(Extracted entries Opens)

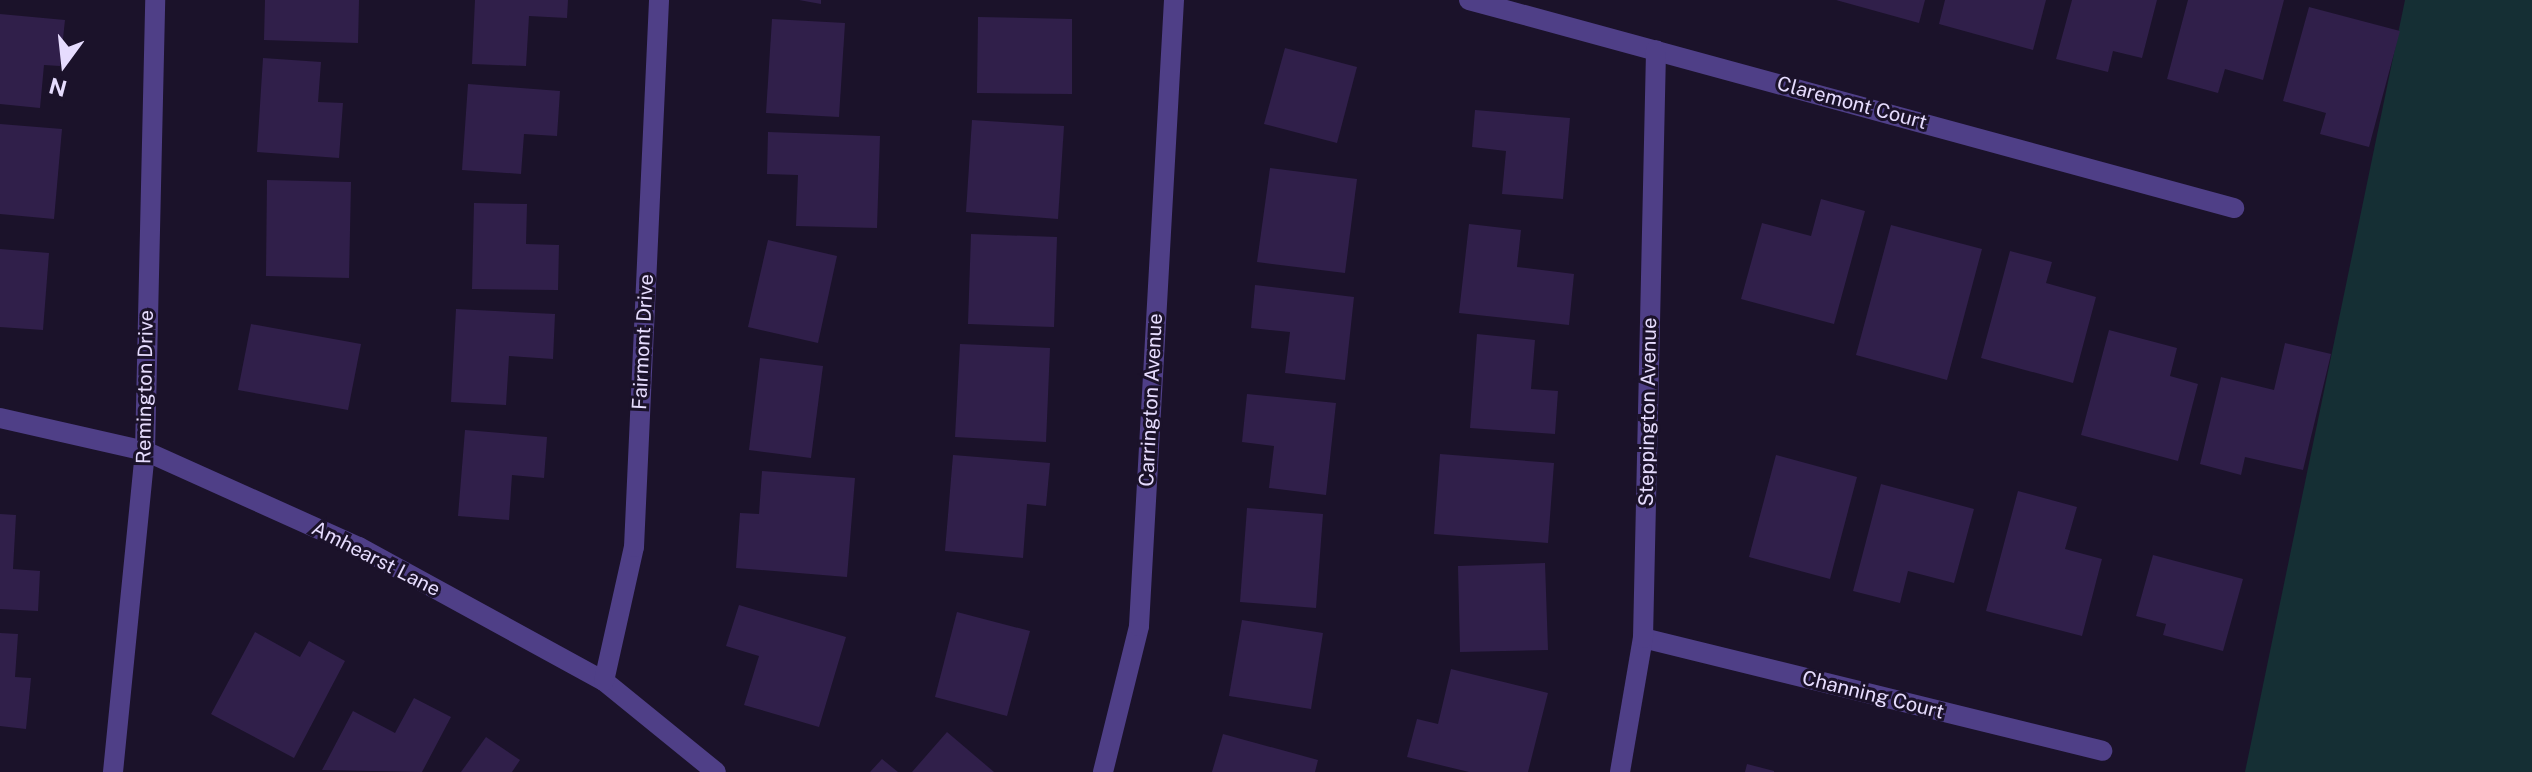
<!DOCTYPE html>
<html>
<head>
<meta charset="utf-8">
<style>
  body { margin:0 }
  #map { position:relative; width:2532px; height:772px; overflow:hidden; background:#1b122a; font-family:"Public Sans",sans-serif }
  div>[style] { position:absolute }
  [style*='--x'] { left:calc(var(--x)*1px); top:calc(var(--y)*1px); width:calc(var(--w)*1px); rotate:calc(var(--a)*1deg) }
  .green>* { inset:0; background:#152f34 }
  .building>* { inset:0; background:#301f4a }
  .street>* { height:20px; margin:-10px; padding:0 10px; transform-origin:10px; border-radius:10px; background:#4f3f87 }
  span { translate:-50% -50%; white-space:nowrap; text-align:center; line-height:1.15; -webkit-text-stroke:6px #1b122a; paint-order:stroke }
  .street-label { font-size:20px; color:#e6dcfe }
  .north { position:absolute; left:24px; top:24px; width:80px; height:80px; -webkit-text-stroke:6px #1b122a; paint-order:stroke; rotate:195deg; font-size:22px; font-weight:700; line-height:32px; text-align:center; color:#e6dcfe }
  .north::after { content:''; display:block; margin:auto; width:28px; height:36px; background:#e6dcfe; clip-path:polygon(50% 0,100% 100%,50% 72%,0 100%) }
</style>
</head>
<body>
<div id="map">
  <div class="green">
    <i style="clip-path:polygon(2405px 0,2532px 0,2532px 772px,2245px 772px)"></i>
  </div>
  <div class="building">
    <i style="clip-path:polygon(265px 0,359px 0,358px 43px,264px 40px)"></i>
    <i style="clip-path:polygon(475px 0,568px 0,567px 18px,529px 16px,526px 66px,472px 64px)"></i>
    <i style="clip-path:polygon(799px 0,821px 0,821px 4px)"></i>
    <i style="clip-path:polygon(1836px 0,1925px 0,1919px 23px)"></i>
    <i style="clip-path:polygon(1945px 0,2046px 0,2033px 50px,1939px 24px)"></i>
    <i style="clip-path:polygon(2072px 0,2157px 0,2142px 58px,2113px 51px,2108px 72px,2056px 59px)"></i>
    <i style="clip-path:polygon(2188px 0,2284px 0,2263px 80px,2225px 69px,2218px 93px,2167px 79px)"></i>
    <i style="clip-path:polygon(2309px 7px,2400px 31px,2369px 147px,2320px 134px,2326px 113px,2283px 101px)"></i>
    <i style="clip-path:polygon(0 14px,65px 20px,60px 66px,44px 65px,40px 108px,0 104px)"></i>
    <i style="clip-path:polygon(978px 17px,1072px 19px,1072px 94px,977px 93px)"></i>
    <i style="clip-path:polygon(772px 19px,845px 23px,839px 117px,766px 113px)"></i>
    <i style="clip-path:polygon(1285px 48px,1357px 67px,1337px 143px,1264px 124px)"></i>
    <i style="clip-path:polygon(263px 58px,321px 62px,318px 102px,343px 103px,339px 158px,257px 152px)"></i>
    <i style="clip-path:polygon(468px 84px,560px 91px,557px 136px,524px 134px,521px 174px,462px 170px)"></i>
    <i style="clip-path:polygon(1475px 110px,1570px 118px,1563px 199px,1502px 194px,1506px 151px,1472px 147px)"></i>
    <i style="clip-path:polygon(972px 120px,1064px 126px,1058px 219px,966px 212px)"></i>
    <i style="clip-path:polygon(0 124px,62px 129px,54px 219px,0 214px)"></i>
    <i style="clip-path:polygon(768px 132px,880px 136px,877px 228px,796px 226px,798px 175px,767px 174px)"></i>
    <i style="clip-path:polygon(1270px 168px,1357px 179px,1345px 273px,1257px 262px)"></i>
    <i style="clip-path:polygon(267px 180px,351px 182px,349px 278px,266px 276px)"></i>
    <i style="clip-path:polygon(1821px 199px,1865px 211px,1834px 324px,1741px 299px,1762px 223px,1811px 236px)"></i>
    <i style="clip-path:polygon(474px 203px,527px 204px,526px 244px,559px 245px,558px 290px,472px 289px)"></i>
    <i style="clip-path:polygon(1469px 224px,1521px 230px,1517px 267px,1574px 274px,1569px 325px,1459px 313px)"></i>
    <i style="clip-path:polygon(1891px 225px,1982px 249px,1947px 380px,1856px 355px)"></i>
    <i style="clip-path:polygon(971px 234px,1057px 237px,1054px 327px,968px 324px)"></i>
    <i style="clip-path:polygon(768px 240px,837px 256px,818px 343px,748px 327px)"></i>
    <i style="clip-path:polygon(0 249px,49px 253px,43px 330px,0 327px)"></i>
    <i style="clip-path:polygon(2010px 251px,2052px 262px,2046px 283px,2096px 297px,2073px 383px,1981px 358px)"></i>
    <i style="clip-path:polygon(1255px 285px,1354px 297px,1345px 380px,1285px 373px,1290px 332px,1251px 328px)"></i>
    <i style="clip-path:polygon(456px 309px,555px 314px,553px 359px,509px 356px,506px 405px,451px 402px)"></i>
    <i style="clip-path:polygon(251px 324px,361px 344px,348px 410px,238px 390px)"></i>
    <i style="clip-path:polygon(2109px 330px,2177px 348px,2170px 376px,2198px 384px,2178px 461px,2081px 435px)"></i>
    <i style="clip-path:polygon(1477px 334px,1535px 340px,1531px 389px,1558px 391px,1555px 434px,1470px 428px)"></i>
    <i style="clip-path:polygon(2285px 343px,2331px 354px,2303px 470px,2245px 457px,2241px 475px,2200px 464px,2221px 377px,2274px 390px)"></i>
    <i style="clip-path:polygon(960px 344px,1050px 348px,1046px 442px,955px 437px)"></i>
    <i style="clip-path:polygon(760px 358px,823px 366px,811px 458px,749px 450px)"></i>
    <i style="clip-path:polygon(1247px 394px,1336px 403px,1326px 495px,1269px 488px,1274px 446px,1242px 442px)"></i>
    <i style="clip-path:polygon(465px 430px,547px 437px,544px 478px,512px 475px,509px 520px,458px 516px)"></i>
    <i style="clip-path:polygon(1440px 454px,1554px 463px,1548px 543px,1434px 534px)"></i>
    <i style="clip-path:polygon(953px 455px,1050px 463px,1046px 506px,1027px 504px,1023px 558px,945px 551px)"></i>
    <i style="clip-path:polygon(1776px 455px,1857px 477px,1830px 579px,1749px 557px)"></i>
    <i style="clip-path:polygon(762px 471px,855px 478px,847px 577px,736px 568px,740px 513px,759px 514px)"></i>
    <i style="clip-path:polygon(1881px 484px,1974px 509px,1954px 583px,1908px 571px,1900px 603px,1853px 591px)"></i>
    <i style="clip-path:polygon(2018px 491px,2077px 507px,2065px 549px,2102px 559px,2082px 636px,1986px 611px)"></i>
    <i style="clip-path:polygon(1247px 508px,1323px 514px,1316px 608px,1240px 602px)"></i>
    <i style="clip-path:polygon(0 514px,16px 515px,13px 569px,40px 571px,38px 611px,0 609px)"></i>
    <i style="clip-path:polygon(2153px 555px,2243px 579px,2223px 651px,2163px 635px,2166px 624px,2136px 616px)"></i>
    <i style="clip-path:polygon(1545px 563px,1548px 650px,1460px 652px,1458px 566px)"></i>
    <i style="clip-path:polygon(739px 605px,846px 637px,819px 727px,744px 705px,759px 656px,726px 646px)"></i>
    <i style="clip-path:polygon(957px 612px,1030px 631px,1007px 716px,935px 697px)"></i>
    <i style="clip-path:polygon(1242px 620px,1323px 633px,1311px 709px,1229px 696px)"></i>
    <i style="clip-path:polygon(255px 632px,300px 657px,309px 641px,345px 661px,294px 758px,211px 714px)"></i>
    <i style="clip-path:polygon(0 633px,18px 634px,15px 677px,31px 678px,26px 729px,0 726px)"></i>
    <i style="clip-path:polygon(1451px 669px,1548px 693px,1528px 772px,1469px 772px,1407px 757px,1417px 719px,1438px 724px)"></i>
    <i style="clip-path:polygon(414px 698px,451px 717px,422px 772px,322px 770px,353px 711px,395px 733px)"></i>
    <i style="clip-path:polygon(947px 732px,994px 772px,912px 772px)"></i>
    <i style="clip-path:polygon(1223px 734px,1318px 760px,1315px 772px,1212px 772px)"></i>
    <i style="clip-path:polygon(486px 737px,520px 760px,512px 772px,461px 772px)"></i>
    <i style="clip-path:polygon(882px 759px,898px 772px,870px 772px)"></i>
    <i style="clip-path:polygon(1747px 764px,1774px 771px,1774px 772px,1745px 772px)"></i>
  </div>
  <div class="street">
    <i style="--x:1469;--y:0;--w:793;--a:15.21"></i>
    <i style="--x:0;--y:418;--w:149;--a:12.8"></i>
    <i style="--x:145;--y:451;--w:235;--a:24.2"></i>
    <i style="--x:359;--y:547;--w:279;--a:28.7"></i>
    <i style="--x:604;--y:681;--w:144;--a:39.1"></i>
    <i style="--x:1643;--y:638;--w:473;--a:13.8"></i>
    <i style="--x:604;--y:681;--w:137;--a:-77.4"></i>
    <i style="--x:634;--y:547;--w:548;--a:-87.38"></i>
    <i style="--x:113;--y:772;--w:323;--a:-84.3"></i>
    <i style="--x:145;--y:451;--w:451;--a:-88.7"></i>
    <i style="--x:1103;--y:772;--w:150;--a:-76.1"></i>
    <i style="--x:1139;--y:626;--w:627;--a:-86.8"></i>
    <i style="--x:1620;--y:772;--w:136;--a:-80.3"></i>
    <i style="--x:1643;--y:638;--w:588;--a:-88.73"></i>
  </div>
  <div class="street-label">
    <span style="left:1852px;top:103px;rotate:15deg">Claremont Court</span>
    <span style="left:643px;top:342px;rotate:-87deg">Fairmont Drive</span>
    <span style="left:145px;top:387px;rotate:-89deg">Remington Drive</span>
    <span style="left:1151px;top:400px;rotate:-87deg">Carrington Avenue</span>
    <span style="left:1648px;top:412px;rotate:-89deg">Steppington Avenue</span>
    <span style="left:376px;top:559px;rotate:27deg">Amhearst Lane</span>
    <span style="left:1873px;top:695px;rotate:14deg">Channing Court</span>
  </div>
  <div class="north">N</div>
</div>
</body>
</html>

(Extracted entries Closes)

Above are the records. Copy the lines beginning at the one that has "content:''; display:block; margin:auto;" and ending with the one that has "0,2157px 0,2142px 58px,2113px", unchanged.

  .north::after { content:''; display:block; margin:auto; width:28px; height:36px; background:#e6dcfe; clip-path:polygon(50% 0,100% 100%,50% 72%,0 100%) }
</style>
</head>
<body>
<div id="map">
  <div class="green">
    <i style="clip-path:polygon(2405px 0,2532px 0,2532px 772px,2245px 772px)"></i>
  </div>
  <div class="building">
    <i style="clip-path:polygon(265px 0,359px 0,358px 43px,264px 40px)"></i>
    <i style="clip-path:polygon(475px 0,568px 0,567px 18px,529px 16px,526px 66px,472px 64px)"></i>
    <i style="clip-path:polygon(799px 0,821px 0,821px 4px)"></i>
    <i style="clip-path:polygon(1836px 0,1925px 0,1919px 23px)"></i>
    <i style="clip-path:polygon(1945px 0,2046px 0,2033px 50px,1939px 24px)"></i>
    <i style="clip-path:polygon(2072px 0,2157px 0,2142px 58px,2113px 51px,2108px 72px,2056px 59px)"></i>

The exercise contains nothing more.